El mercado de abastos mexicano no es solo un negocio al mayoreo. Antes de fijar en los setenta su localización actual, al oriente, el gran mercado estaba en el casco viejo de la ciudad y abastecía también las compras al pormenor. Esa tradición sigue vigente hoy con naves separadas para el comercio familiar o industrial. Cada día pasan por sus puertas 500.000 personas, se comercializan 60.000 toneladas de productos y cargan y descargan 70.000 vehículos. Acción las 24 horas. El mercado nunca duerme.
Las autoridades del negocio −un fideicomiso del que forma parte el gobierno de la ciudad− reconocen que el brote aún no está controlado pero defienden las medidas impuestas hasta ahora. Ciudad de México ha sido uno de los Estados con un dispositivo de seguridad más laxo en comparación a otros grandes nodos comerciales del país como Jalisco o Nuevo León.
Durante la Semana Santa, en plena crecida de la pandemia, otros mercados populares de la capital multiplicaron hasta por cuatro la afluencia de clientes, con escandalosas fotos de pasillos abarrotados de gente. La respuesta de las autoridades no pasó de repetir la importancia de guardar la distancia debida y usar cubrebocas. Otras capitales, como Bogotá, han sido más estrictas, con clausuras de bodegas y cierre total del mercado central durante un día a la semana para limpiar a fondo las instalaciones.
Enfundados en un traje de gasa blanco, de pies a cabeza, el personal de Sanidad pasea por el mercado mexicano como si fueran buzos marinos. Por el megáfono van recordando la importancia de lavarse las manos y guardar la distancia. Algo verdaderamente difícil por los pasillos destinados al menudeo. No son más de cuatro metros de ancho, ocupados muchas veces por cajas, palés y el movimiento de los carros de mercancías. Es como caminar por una pantalla del Tetris. En las entradas de las bodegas reparten gel y controlan que entre los visitantes no se cuelen niños, ancianos ni mujeres embarazadas. Una familia se encamina por las escaleras. Los dos niños y el padre se quedan fuera. Solo entra la madre.
“Las doñas ven todo este desmadre, los carteles en la entrada y todo eso, se asustan y ya no quieren venir”, explica Iván Sandoval recostado y sin cubrebocas en su puesto de pollo. Las cifras oficiales del mercado son un 25% menos de clientes en las bodegas de compra al por menor. Mientras que la actividad habría seguido normal en la zona de mayoreo.

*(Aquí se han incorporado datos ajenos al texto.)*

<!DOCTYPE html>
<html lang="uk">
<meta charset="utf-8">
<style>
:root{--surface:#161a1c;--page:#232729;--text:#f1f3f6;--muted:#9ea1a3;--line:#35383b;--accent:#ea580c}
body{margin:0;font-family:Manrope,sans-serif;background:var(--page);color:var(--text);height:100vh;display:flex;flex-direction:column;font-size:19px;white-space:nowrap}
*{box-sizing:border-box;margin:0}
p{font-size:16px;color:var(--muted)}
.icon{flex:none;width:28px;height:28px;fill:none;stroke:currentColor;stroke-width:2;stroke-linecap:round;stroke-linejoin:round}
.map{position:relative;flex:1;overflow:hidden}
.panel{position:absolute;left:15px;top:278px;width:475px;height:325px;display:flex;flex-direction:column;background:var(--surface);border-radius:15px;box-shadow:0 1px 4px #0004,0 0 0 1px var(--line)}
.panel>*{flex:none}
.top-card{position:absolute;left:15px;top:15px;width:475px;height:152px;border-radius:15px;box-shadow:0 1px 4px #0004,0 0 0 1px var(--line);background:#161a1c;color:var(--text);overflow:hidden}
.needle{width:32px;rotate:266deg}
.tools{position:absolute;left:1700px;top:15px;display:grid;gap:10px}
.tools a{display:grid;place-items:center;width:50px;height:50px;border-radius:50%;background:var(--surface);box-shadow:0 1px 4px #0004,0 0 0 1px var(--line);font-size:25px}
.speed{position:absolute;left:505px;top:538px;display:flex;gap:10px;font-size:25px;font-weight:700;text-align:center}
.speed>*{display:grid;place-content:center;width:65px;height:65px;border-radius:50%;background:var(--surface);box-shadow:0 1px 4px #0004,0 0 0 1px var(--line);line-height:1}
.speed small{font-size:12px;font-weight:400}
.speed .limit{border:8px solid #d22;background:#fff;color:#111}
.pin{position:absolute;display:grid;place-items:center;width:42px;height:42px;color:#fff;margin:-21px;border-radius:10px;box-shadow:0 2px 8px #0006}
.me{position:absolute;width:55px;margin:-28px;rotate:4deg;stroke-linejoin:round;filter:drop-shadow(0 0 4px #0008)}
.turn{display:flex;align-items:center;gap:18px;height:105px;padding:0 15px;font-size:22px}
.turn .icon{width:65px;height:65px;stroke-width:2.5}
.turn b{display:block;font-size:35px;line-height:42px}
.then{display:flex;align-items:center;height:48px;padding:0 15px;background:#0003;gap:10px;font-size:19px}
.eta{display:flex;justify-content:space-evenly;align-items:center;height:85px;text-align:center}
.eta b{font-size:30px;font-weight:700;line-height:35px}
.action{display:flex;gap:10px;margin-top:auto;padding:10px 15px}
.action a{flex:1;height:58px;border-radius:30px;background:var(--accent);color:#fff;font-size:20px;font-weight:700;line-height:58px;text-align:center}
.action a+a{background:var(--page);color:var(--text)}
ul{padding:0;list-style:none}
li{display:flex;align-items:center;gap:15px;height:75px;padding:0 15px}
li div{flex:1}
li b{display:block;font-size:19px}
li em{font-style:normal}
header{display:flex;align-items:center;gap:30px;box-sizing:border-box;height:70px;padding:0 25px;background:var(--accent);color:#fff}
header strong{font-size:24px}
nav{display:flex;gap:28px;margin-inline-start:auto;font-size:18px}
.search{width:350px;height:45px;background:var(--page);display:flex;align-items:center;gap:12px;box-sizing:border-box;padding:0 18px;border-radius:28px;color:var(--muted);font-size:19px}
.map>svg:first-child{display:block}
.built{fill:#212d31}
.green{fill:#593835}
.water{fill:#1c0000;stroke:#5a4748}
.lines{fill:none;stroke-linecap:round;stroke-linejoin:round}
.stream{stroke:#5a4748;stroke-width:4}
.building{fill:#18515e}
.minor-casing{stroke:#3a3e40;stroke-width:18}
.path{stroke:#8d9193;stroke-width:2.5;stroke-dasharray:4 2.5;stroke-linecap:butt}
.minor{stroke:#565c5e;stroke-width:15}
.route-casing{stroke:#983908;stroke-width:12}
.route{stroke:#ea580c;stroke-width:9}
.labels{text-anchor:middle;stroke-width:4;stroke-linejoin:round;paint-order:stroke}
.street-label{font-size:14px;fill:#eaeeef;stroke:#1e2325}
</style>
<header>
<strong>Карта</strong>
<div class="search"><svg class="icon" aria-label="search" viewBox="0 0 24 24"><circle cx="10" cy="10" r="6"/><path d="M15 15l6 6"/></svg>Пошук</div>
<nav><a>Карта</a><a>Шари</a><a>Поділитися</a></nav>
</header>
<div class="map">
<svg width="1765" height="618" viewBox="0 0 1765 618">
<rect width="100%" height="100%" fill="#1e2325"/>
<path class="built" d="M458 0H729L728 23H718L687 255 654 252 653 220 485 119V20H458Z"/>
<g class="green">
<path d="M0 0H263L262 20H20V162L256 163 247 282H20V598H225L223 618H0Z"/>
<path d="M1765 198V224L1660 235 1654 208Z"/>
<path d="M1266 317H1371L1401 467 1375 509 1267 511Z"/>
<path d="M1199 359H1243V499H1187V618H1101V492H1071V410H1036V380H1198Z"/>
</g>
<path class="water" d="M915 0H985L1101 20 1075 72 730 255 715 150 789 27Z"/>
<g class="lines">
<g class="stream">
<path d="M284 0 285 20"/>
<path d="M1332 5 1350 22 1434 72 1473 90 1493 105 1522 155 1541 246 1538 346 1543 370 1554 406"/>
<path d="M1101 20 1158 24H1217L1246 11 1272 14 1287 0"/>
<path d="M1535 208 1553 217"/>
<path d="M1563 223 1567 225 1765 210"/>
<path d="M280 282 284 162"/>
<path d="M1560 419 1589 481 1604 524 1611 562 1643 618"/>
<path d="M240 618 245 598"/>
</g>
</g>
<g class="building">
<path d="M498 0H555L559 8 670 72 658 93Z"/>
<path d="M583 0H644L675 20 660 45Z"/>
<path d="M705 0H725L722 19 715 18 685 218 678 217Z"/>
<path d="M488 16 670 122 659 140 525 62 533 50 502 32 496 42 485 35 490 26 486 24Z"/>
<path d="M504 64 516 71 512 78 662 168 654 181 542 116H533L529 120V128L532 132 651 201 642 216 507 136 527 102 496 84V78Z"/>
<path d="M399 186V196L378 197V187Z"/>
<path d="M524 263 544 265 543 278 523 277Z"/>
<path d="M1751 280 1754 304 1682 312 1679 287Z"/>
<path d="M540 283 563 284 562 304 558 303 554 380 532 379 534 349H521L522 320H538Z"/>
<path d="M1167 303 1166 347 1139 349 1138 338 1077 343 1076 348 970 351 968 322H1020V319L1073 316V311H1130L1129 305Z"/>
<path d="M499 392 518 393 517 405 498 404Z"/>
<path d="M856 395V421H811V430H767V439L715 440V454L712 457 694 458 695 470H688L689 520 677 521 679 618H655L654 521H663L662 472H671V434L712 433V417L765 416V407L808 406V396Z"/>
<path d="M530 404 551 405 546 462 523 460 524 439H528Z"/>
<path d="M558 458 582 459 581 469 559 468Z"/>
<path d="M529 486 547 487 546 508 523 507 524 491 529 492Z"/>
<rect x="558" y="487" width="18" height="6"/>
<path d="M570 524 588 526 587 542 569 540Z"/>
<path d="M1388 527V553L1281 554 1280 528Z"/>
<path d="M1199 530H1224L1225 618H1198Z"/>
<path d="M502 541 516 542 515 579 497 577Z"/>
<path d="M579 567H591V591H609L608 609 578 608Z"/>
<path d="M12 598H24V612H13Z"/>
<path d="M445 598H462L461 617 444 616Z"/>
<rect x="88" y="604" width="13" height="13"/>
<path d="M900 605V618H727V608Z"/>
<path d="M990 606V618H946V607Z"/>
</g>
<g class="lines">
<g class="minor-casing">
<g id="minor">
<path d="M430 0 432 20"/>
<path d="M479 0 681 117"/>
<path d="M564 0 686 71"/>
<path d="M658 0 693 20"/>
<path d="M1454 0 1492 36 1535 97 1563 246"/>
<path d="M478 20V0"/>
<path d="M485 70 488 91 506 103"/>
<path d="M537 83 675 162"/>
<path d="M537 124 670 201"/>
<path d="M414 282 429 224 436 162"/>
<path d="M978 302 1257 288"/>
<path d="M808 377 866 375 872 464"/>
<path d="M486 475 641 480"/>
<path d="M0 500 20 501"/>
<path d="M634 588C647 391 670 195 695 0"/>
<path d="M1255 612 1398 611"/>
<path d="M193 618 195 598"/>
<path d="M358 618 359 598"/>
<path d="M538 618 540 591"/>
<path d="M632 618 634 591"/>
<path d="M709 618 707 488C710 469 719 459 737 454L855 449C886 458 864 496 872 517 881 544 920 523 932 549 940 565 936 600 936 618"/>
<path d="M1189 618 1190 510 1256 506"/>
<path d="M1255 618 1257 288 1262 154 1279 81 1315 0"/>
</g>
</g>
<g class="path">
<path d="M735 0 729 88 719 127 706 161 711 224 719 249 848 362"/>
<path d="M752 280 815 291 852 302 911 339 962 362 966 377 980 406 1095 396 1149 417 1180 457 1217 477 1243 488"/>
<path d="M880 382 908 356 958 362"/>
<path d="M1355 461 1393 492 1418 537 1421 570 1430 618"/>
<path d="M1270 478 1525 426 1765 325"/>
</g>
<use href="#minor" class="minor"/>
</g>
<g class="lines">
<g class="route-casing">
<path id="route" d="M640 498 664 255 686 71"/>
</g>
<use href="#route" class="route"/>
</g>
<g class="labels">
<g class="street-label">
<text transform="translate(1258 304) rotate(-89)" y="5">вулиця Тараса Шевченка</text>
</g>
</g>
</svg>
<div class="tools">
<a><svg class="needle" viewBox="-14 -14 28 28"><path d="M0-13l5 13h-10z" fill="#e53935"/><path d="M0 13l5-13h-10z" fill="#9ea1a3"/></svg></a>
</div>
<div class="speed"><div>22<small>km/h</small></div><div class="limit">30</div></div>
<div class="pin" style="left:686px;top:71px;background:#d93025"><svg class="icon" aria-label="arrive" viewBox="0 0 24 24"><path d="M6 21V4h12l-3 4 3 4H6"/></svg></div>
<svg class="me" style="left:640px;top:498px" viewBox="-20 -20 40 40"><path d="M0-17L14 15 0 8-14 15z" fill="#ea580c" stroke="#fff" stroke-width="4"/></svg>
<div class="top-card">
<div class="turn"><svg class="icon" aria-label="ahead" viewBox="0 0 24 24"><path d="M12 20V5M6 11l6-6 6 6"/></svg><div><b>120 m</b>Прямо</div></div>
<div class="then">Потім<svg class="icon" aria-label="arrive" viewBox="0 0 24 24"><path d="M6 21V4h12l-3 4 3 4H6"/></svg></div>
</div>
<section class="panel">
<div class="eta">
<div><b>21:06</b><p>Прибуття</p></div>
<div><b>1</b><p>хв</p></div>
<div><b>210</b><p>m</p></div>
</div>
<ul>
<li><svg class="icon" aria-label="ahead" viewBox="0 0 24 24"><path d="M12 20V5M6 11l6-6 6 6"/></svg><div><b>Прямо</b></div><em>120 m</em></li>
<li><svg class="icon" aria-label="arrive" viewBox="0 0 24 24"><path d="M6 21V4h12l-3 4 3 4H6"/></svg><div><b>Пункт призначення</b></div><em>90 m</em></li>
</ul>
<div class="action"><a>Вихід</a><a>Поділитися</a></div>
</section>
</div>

De las 10 carpas médicas previstas en el nuevo dispositivo, de momento, están operativas cinco. Son ambulatorios voluntarios. A menos que el personal sanitario que rastrea las instalaciones considere oportuno un examen más a fondo. Hasta el jueves, se había atendido a 180 personas. Una representación minúscula de los aproximadamente 400.000 personas diarias que circulan estos días por el mercado. El pollero sin cubrebocas tiene una teoría: “En este mercado somos bravos y vamos al día. No tenemos miedo”.